I’m finding important performance regressions when indexing into the new reshape/reinterpret wrappers. (This is causing problems in trying to update NearestNeighbors.jl)
Current v0.7 master
julia> using StaticArrays
julia> a = rand(3, 10^4); b = reshape(reinterpret(SVector{3, Float64}, a), (size(a, 2),))
julia> @btime $b[5][2]
18.164 ns (0 allocations: 0 bytes)
v0.6.1
julia> using StaticArrays
julia> a = rand(3, 10^4); b = reinterpret(SVector{3, Float64}, a, (size(a, 2),));
julia> f(c) = c[5][2]
julia> @btime $b[5][2]
1.346 ns (0 allocations: 0 bytes)
What am I doing wrong? Is this temporary, perhaps, waiting for some other PR?
Thanks for the tip @foobar_lv2, this indeed works as fast as before! Is this equivalent to using the old version of reinterpret? If I do a @gc_preserve a, will anever be garbage-collected even if we exit the scope of b?
I will mark this as a solution to the question, although being somewhat of a hack I’m not sure it is really acceptable as a long term solution for the NearestNeighbor.jl package. I’ll ping @kristoffer.carlsson to see what he thinks…
Well, it circumvents the reason ReinterpretedArray was introduced at all (TBAA) so we will effectively lie to the compiler. I don’t know the internals well enough to predict what effect this will (might) have.
If I do a @gc_preserve a, will a never be garbage-collected even if we exit the scope of b?
b does not prevent a from being garbage collected. If you use b after a gets garbage collected, too bad.
@gc_preserve a begin ... end prevents a from being collected as long as the begin… end block runs.
Realistically, you probably can store a long-time reference to a somewhere (in the root-node of your tree?) and never expose the unsafe_wrapped b to users. Then you are totally fine.
Example (as far as I understood, anyone please correct me if I’m wrong here):
function foo_wrong(n)
a = rand(3, n)
b=unsafe_wrap(Array, reinterpret(Ptr{SVector{3, Float64}},pointer(a)), (size(a,2),), false)
return sum(b)
end
function foo_notwrong(n)
a = rand(3, n)
b=unsafe_wrap(Array, reinterpret(Ptr{SVector{3, Float64}},pointer(a)), (size(a,2),), false)
@Base.gc_preserve a begin s=sum(b) end
return s
end
Yes, that was my impression. I think Keno had good technical reasons (requirements for future progress with the compiler) to do the ReinterpretArray changes.
Garbage collection does not respect scopes. “Going out of scope” is the notion of visibility described in the docs; in reality, an object can be collected once the compiler believes that it will not be accessed anymore (and the compiler does reorder instructions!).

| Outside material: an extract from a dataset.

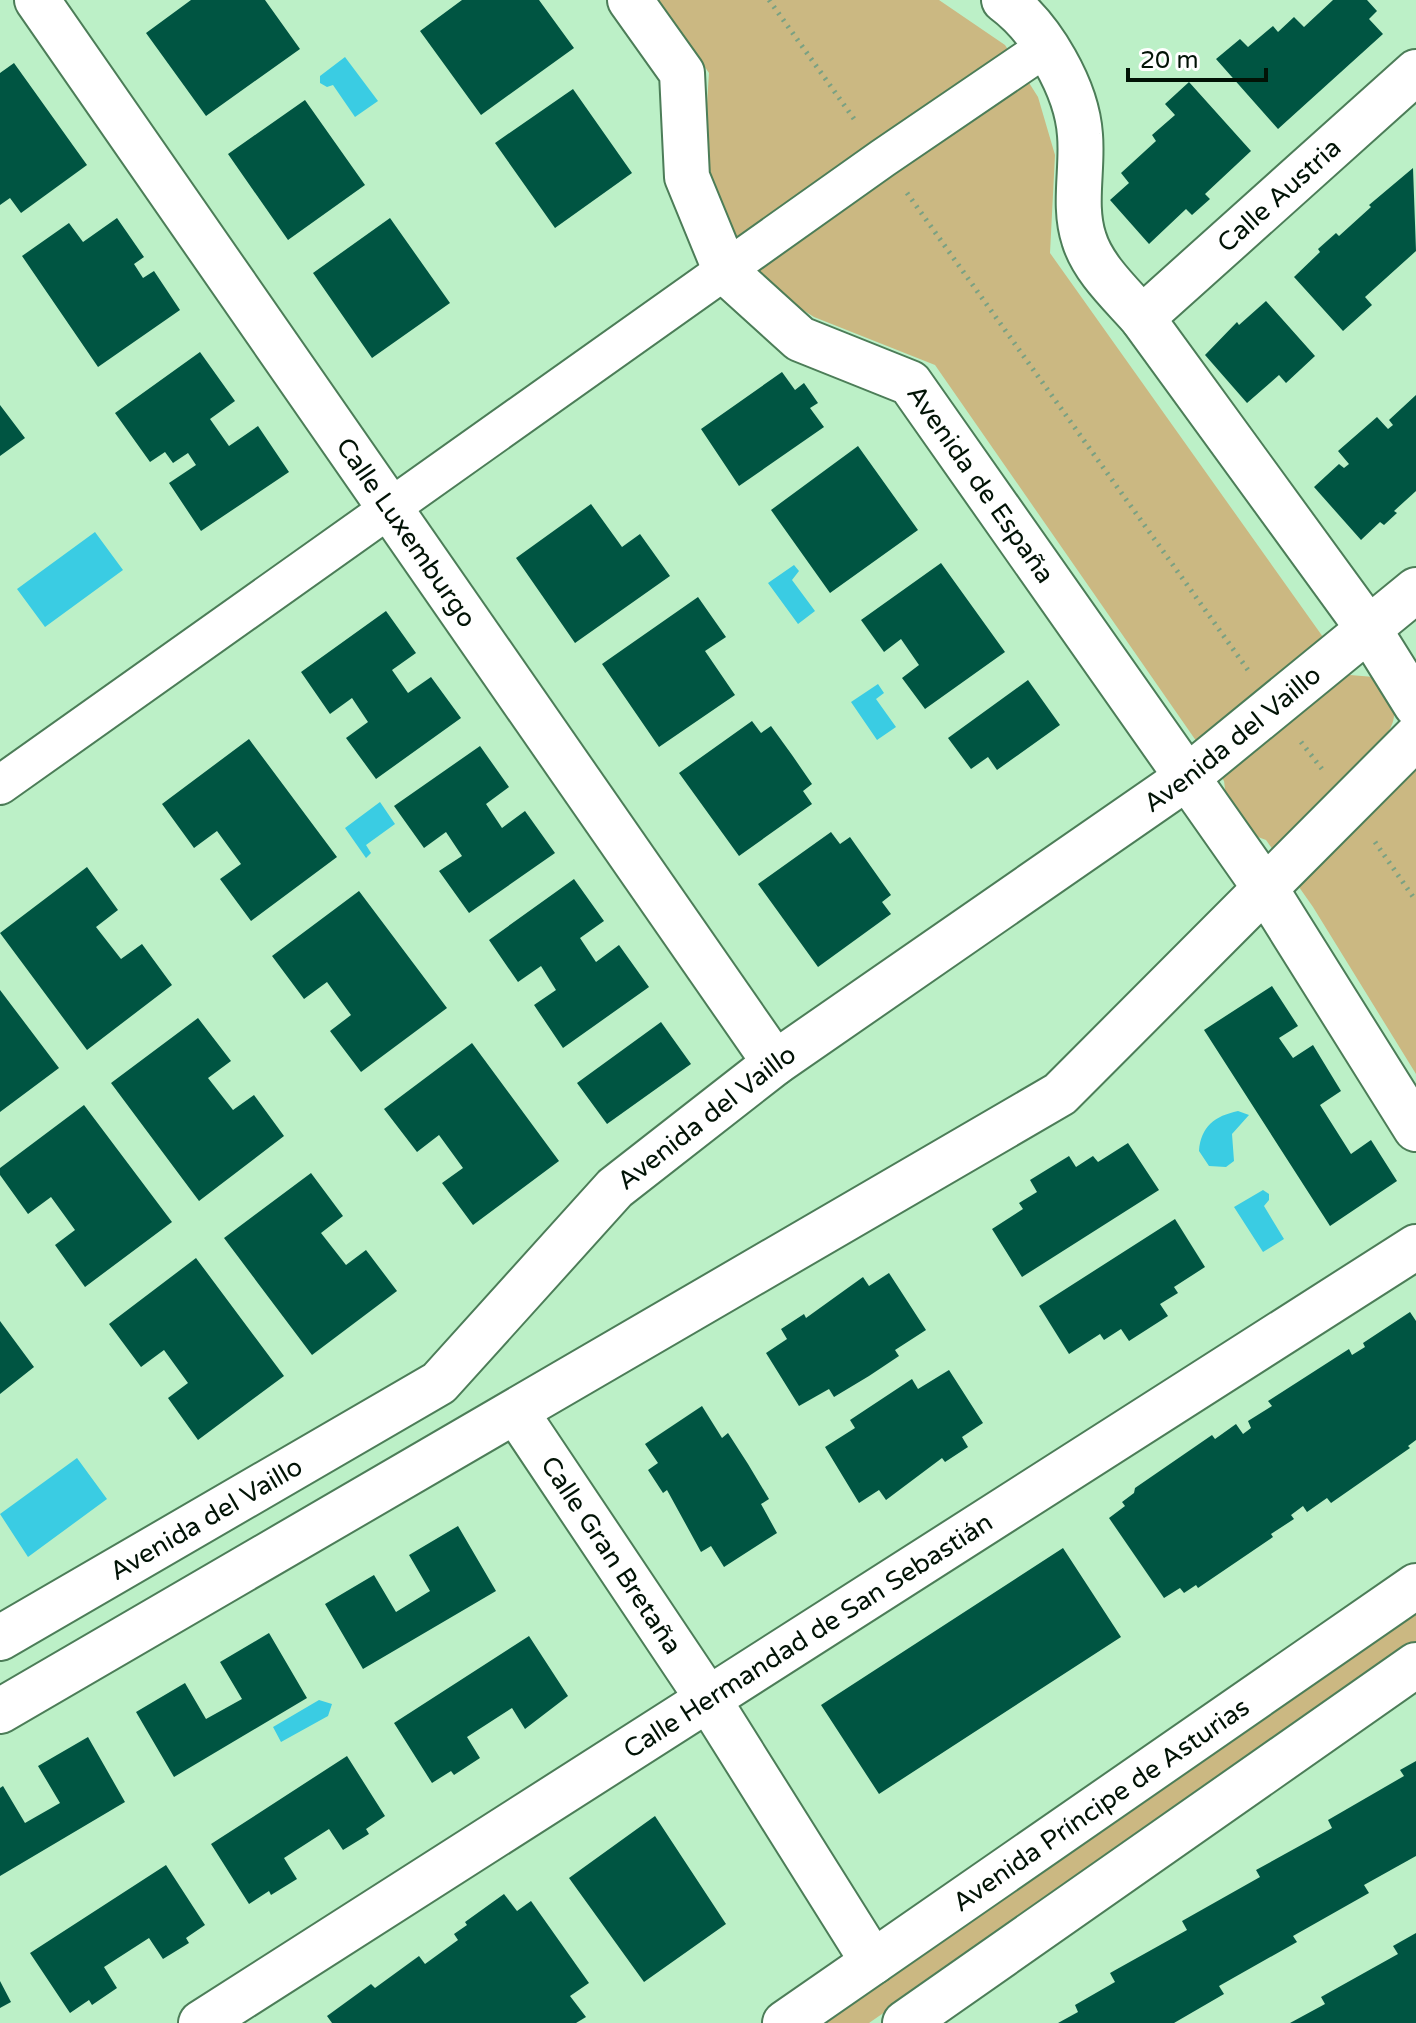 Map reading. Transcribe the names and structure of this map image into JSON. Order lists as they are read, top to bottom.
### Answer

The compiler gets more and more clever, so all these pointer tricks are somewhat dangerous. I personally tend to stash away references in some very gc visible mutable place that is reachable from the user, in order to not have to think about what exactly the compiler will infer (or for very short-lived objects, @gc_preserve).
Also, the “false” for the unsafe_wrap is essential (you don’t want no double free).
I was wondering if there has been any further progress or investigation on this?
I’m getting some segfaults I can’t figure out so more than ever I’m itching to be able to use reinterpret. I’ve had a very hard time figuring out what about reinterpret is even slow. Sometimes accessing individual elements seems perfectly fine, but then I’ll run it through a function or something and it’s inexplicably slow.
I’m also interested to know. Just two days ago I checked out master to try whether there was any progress using the original example I posted, and I didn’t see any improvement yet.
One interesting thing, the allocations have gone way down, 84 → 9, 6.123Kib → 320 bytes, even though its still about 12x slower.
Have you been profiling this?
The allocations are spurious (due to partial compilation stuff?)
julia> @btime sum($v);#on 0.62
2.106 ms (0 allocations: 0 bytes)
I think the proper solution is a Base.unsafe_reinterpret that implements the old reinterpret (i.e. the return type does not know that the array is reinterpreted).
I think the reason for the new reinterpret is that some aliasing assumptions changed, which now makes it unsafe to use both A and unsafe_reinterpret(T,A,...) = unsafe_wrap(Array, convert(T, pointer(X)), ...) in the same loop. In 99% of the cases, you don’t do that and can impose a @noinline function boundary between the loops (hence the fact that we lie to llvm about aliasing does not matter).
At some point I looked carefully at the ReinterpretArray code, there is a lot going on during getindex calls. I suspect some of this will need to be rethought. getindex really needs to be a no-op.
I suspect unless someone wants to take this on in earnest now we will be stuck with unsafe_wrap for 1.0.